How the “Future Says_” Initiative is Working to Hold Big Tech Accountable

A new global initiative is working to secure a rebalance of power in the tech ecosystem, pushing back against the unmitigated power of “big tech” and imagining a world in which technology is built and designed by the people for the people.

Autor*in Katie Cashman, 03.30.21

Translation Katie Cashman:

A new global initiative is working to secure a rebalance of power in the tech ecosystem, pushing back against the unmitigated power of “big tech” and imagining a world in which technology is built and designed by the people for the people.

The term “big tech” refers to the tech giants that dominate the industry and the public information space: Amazon, Apple, Alphabet, Facebook, and Microsoft. Because of the speed at which these companies, and their power, have developed, our governing and regulatory systems have not been able to keep up. While tech in itself has the power to connect, empower and inform, no technology is neutral, and without accountability systems in place, the tech owned and operated by these giants has increasingly been seen to have a negative impact on the environment, on society, and even on democracy itself – as we’ve seen in countless ways over the past few years.

Future Says_ is a new initiative – funded by the Australian Minderoo Foundation – that is leveraging the power of collective action and collaboration to design and develop new tools and techniques that communities can use to restore the balance of power and right some of these wrongs. The initiative is focusing its efforts on three key areas. The first is “tackling lawlessness” – the idea that many things happening in the technology ecosystem today are legal not because they should be, but simply because we haven’t written the rules. The second is “empowering workers” – reducing the amount of dangerous, precarious, and invisible work that sustains so much of the tech supply chain. And the third is “reimagining tech” – the idea that by imagining a tech of the future allows us stop accepting that what we have now is the only way it can be.

One part of the initiative is the “Playmakers”, a team of academics, entrepreneurs and researchers – who include some of big tech’s harshest critics – and who are using public engagement strategies and publications to provide communities with tools and techniques to shift power away from monopolising digital platforms. The “Tech Impact Network” forms the other part of the initiative, a global network of research and innovation centres in five prestigious universities: the University of Cambridge, the University of Western Australia, the University of California, Los Angeles, New York University, and the University of Oxford. These hubs will function as five nodes in a virtual, global, impact-oriented network – established to “incubate” different projects including those looking at law reform, artificial intelligence ethics and Indigenous approaches to data ethics, collective privacy and data governance.

Technology without accountability has led to injustice. One example, as explained by one of the Future Says_ playmakers Khadijah Abdurahman, is how the predictive analytics system of New York City’s Welfare Services is “black box,” meaning that its internal workings and algorithms are unknown, in other words, not transparent. The impacts of this are felt on vulnerable families in the city, who are more often targeted by and harmed by the policies. This system directly impacted Khadijah’s family, and now she’s pushing back. She argues for rethinking and co-creating human services systems with activists, technologists, data policy experts, and legal scholars at the table.

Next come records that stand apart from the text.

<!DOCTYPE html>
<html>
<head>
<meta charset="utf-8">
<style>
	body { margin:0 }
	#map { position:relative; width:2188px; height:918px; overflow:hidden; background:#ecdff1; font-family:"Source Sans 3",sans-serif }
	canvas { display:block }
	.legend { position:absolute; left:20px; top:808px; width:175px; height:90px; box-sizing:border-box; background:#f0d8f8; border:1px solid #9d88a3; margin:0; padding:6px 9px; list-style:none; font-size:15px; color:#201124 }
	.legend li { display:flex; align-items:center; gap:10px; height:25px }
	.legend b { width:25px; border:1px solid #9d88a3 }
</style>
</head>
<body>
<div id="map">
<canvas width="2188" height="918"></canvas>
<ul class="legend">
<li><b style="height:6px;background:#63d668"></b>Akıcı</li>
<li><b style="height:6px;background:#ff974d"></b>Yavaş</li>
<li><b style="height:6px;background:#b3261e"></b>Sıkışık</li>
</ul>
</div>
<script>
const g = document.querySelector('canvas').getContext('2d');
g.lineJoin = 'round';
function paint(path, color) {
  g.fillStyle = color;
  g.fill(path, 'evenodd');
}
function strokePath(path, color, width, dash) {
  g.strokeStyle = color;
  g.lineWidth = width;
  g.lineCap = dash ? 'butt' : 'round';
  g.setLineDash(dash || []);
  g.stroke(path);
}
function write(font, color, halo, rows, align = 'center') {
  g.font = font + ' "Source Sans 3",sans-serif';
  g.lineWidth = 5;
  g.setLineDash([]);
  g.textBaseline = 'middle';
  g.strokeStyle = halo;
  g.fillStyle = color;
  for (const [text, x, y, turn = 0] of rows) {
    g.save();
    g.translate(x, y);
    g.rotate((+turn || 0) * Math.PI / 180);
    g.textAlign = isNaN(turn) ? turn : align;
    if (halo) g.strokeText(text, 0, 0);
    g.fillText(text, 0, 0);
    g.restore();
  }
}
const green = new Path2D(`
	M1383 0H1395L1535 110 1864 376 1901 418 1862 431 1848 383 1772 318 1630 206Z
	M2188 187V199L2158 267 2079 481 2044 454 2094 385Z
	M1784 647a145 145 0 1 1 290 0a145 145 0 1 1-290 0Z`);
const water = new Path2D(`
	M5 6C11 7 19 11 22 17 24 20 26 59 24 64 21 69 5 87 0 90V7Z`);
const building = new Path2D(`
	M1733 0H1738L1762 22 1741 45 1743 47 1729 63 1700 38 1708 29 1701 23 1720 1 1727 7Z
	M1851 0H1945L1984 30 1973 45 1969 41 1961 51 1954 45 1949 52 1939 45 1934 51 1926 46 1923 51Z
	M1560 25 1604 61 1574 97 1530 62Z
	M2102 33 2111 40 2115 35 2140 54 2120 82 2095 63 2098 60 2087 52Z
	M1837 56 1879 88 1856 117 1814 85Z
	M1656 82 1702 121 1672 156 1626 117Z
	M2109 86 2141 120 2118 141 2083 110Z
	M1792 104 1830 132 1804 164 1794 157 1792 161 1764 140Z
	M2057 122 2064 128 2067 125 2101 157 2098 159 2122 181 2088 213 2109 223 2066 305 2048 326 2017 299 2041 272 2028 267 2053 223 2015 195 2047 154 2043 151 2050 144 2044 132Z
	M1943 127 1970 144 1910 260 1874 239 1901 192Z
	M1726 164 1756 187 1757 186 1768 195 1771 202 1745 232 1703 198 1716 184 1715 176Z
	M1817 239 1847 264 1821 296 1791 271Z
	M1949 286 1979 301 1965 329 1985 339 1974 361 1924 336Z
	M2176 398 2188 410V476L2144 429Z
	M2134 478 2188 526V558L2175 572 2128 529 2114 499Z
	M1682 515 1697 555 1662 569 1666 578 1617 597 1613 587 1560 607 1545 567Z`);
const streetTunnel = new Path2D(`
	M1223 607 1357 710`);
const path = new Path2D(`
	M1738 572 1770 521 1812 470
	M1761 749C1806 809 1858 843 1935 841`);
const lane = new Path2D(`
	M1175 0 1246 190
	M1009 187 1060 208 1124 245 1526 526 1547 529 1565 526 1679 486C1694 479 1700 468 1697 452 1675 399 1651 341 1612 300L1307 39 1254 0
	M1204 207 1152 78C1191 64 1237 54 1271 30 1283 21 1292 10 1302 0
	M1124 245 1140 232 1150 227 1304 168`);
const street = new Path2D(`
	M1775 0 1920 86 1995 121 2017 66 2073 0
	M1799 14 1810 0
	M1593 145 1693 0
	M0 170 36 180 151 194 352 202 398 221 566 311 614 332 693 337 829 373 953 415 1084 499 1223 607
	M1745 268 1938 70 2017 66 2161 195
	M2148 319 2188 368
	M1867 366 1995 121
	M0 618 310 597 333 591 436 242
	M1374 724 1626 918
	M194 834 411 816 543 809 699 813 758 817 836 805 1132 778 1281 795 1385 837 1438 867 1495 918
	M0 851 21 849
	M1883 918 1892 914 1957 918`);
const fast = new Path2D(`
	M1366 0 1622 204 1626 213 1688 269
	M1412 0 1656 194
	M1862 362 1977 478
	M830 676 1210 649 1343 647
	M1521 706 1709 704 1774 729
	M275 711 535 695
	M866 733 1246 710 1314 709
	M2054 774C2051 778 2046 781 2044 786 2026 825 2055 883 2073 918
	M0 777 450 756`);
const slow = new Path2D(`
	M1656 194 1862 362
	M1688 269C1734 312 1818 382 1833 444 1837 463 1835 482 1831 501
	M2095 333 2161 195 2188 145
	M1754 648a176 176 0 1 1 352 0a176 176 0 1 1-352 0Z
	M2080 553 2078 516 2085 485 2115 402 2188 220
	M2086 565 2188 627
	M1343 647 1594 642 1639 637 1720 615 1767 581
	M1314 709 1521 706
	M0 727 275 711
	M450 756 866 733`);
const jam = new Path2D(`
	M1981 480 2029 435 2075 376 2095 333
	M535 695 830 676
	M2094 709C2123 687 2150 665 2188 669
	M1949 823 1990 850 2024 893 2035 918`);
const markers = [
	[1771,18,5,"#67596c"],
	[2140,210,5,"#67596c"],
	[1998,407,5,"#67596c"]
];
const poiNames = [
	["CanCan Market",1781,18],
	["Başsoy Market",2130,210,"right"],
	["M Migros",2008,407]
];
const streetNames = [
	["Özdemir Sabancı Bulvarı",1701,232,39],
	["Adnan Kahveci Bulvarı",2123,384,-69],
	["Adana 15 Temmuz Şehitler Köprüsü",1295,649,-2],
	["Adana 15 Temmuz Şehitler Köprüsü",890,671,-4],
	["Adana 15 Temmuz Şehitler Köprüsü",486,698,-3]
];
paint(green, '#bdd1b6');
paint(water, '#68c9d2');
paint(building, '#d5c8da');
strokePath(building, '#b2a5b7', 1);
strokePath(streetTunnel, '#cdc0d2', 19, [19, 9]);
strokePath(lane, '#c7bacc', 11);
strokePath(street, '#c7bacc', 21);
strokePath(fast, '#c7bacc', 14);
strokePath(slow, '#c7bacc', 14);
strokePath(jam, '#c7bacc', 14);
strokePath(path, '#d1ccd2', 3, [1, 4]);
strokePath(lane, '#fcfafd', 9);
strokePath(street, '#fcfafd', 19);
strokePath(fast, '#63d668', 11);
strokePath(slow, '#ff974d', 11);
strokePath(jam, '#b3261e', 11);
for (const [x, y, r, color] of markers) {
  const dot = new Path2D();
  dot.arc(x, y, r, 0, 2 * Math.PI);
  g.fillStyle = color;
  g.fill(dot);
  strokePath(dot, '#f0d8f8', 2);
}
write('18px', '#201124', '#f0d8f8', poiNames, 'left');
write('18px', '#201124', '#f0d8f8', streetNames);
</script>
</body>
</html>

Other playmakers are investigating the transparency of social media feeds. They argue that the Google search tool, for example, is not an unbiased source of knowledge. In fact, because of Google’s business model, it is actually an advertising platform. Because of its profit-orientation, the highest bidders can buy their way to the top of the feed, supplying viewers with propaganda and ads.

Sarah T. Roberts, who co-directs the Tech Impact Network’s UCLA research centre, is also raising awareness on “content moderation,” which is a low-income job to screen lewd content from social media platforms in order to keep the user feeds pristine. She says that the tech industry hides their content moderation workforce because they don’t want users to know about these processes. These kinds of workplaces are sites of power imbalance, zones that are devoid of traditional protections and processes.

While experts and activists have long made their opinions heard about the dangers of the monopolisation of digital platforms by giant tech companies, hopefully this initiative will offer those voices the chance to be supported, amplified and connected within a strong network, that ultimately is successful in pushing for quick and effective reform.